**Exercise details:** Copy out precisely the lines from the start of the data through the line with "1px #5d6165) drop-shadow(0", and keep pictures out of it.

[Start of Attachment]

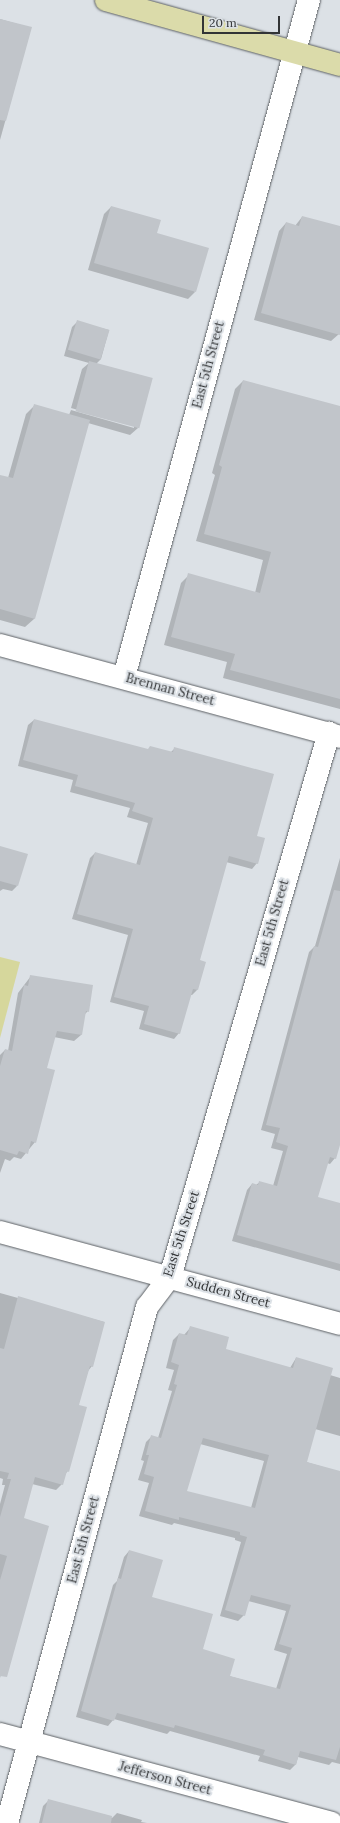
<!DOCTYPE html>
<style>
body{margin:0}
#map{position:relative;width:340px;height:1823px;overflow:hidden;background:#dce1e6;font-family:Lora,serif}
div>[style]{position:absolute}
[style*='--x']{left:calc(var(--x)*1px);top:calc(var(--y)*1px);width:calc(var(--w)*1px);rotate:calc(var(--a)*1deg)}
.green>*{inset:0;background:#d6d79c}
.shadow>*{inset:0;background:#0003}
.building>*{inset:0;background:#c1c5ca;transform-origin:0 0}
.roads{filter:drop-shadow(0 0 1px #5d6165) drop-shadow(0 0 1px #5d6165)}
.minor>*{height:22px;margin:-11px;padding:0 11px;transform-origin:11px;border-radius:11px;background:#fff}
.major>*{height:22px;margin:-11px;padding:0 11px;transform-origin:11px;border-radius:11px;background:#dbdbaa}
span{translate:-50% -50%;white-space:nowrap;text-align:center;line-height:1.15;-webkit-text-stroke:4px #dce1e6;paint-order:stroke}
.street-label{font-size:13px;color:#323436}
.scale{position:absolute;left:202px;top:16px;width:78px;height:18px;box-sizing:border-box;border:2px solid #323436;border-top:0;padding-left:5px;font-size:12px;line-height:14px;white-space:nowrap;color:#323436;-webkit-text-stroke:3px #dce1e6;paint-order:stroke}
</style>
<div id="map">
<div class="green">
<i style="clip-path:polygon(0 957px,20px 962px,0 1038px)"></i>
</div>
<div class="shadow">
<i style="clip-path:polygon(0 19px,31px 28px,0 140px)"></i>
<i style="clip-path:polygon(111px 207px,156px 234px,195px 292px,188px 299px,88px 270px,104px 214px)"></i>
<i style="clip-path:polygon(302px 217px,340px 227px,340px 329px,339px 334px,331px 341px,254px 320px,279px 231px,286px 223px,295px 226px)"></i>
<i style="clip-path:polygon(77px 322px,109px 330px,101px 359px,96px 364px,138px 428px,130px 435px,88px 423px,34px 619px,25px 627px,0 620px,0 476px,8px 478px,26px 414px,35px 405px,69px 415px,71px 410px,134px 428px,134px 426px,71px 408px,82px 369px,89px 363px,64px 356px,72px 327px)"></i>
<i style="clip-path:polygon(243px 381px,340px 407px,340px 709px,223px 678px,227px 662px,164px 645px,181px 583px,189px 575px,255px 593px,263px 560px,196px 541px,215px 475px,212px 473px,235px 389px)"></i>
<i style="clip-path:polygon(34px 720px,147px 750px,170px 753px,175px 748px,256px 836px,257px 863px,252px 869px,226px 862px,199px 961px,205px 963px,197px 990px,192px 995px,190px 995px,179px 1033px,174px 1039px,139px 1029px,144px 1011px,110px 1002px,128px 935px,72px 919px,90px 858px,95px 853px,136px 865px,148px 823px,127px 817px,130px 808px,70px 792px,73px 780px,18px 766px,28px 725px)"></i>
<i style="clip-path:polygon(0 847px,17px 886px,12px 891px,3px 889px,0 891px)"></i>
<i style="clip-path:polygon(340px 858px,340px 1141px,335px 1158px,330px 1164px,327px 1163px,317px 1198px,340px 1204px,340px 1271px,232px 1241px,247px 1190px,252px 1184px,256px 1185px,260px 1182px,273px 1186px,283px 1151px,271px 1148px,275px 1134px,261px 1130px,309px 952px,315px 946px)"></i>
<i style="clip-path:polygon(31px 976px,88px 1011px,84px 1015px,81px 1035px,74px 1041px,54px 1037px,46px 1069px,35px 1142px,21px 1159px,14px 1157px,10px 1161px,5px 1159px,0 1173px,0 1055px,5px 1050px,8px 1051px,18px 993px)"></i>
<i style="clip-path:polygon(0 1293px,104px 1322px,92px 1366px,88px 1371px,78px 1405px,68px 1471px,65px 1474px,62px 1484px,56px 1490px,32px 1484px,23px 1519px,5px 1660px,0 1678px,0 1504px,5px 1485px,2px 1485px,3px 1479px,0 1478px)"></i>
<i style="clip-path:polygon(evenodd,190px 1328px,225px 1350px,290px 1368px,296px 1358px,330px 1375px,340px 1378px,340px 1436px,315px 1429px,306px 1462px,340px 1472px,340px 1764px,332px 1762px,329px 1765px,298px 1757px,296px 1764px,290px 1770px,258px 1761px,260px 1756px,170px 1731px,167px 1734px,114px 1719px,108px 1726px,76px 1717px,113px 1585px,117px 1581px,124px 1557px,129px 1551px,151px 1598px,229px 1676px,276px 1689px,287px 1654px,274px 1650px,286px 1611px,248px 1601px,244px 1615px,238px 1621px,220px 1616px,241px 1542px,235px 1540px,235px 1538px,174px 1523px,172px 1525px,139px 1516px,149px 1483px,138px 1480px,144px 1461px,141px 1460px,146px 1442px,151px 1437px,158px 1438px,172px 1391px,168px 1390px,174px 1370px,166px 1368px,173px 1340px,179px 1334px,184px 1335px,190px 1328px,200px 1444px,264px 1461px,251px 1508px,186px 1492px,200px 1444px)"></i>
<i style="clip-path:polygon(49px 1800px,112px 1818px,117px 1813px,142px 1820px,141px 1822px,147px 1823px,39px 1823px,43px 1806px)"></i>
</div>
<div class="building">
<i style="clip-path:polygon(0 19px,32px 27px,6px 121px,0 120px)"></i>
<i style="clip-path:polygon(111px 206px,161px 220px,157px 233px,209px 248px,196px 292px,94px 263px)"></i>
<i style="clip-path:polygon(302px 216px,340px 226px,340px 335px,261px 313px,286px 222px,299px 226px)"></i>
<i style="left:77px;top:320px;width:34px;height:31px;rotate:17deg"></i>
<i style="left:89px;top:361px;width:66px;height:52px;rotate:15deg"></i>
<i style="clip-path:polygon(243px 380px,340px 406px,340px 699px,230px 670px,235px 654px,171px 637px,188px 573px,260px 593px,271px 552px,204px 534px,222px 467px,219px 465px)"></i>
<i style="clip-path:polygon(34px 404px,90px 420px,35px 619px,0 609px,0 475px,13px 478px)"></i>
<i style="clip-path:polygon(34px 719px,148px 749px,150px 746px,173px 752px,174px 747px,274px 774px,257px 836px,265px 838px,258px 864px,229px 856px,200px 960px,206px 962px,198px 990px,193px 989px,180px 1034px,144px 1024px,149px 1006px,114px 997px,133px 929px,77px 914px,95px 852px,140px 865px,153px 818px,132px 811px,135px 803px,75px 786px,78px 775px,23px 760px)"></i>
<i style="clip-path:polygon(0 846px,28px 854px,18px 886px,0 881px)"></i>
<i style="clip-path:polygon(334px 890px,340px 891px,340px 1145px,336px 1159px,330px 1157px,318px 1197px,340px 1203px,340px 1264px,237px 1235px,252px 1183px,258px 1185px,259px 1181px,277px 1186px,288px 1146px,276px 1142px,280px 1128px,266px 1125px,314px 946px,318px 947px)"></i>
<i style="clip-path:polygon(30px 975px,93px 985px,89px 1012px,86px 1011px,82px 1035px,57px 1031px,47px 1068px,55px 1070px,36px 1143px,31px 1141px,28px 1154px,19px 1151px,17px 1155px,0 1150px,0 1066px,5px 1049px,12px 1051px,24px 985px,28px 986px)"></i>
<i style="clip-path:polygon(18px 1296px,105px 1322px,93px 1367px,90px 1366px,79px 1405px,87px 1407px,69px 1472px,67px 1471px,63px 1485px,35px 1477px,24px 1518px,49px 1526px,7px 1677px,0 1676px,0 1580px,7px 1556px,0 1554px,0 1517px,11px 1479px,7px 1479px,9px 1473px,0 1471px,0 1348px,4px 1349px)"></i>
<i style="clip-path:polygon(evenodd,190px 1326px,229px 1337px,226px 1349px,293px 1368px,296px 1357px,333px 1368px,307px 1462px,340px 1471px,340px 1747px,336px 1760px,300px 1751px,296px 1765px,263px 1755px,265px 1750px,175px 1725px,174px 1728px,117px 1713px,114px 1721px,81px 1711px,118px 1578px,121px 1579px,129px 1550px,163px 1560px,152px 1597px,213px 1614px,203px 1649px,235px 1659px,230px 1676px,280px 1689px,292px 1648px,279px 1644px,291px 1605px,251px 1595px,245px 1616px,225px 1610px,247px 1537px,240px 1535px,240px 1532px,179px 1517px,179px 1520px,145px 1511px,154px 1477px,144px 1474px,149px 1455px,146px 1455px,151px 1435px,161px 1438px,177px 1385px,174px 1384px,179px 1365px,171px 1362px,179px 1333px,187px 1335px,190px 1326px,203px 1438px,269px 1455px,255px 1508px,187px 1491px,203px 1438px)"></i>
<i style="clip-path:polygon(48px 1799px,112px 1816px,111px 1823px,42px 1823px)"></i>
</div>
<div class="roads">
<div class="minor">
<i style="--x:0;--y:645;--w:352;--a:15.1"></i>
<i style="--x:124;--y:677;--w:702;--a:-74.72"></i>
<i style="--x:0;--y:1232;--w:352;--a:15.1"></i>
<i style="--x:0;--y:1734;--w:343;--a:15"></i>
<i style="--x:7;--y:1823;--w:535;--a:-74.82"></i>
<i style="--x:147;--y:1307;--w:38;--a:-53"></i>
<i style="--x:170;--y:1277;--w:567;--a:-73.71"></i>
</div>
<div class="major">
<i style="--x:106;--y:0;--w:243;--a:15.5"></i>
</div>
</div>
<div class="street-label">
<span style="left:209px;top:365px;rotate:-75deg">East 5th Street</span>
<span style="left:170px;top:690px;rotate:15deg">Brennan Street</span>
<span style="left:273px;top:923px;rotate:-74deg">East 5th Street</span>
<span style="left:182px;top:1234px;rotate:-72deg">East 5th Street</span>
<span style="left:228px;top:1293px;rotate:15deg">Sudden Street</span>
<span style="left:84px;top:1540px;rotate:-75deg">East 5th Street</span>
<span style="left:165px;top:1779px;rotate:15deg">Jefferson Street</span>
</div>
<div class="scale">20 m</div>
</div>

[End of Attachment]

**Written solution:**
<!DOCTYPE html>
<style>
body{margin:0}
#map{position:relative;width:340px;height:1823px;overflow:hidden;background:#dce1e6;font-family:Lora,serif}
div>[style]{position:absolute}
[style*='--x']{left:calc(var(--x)*1px);top:calc(var(--y)*1px);width:calc(var(--w)*1px);rotate:calc(var(--a)*1deg)}
.green>*{inset:0;background:#d6d79c}
.shadow>*{inset:0;background:#0003}
.building>*{inset:0;background:#c1c5ca;transform-origin:0 0}
.roads{filter:drop-shadow(0 0 1px #5d6165) drop-shadow(0 0 1px #5d6165)}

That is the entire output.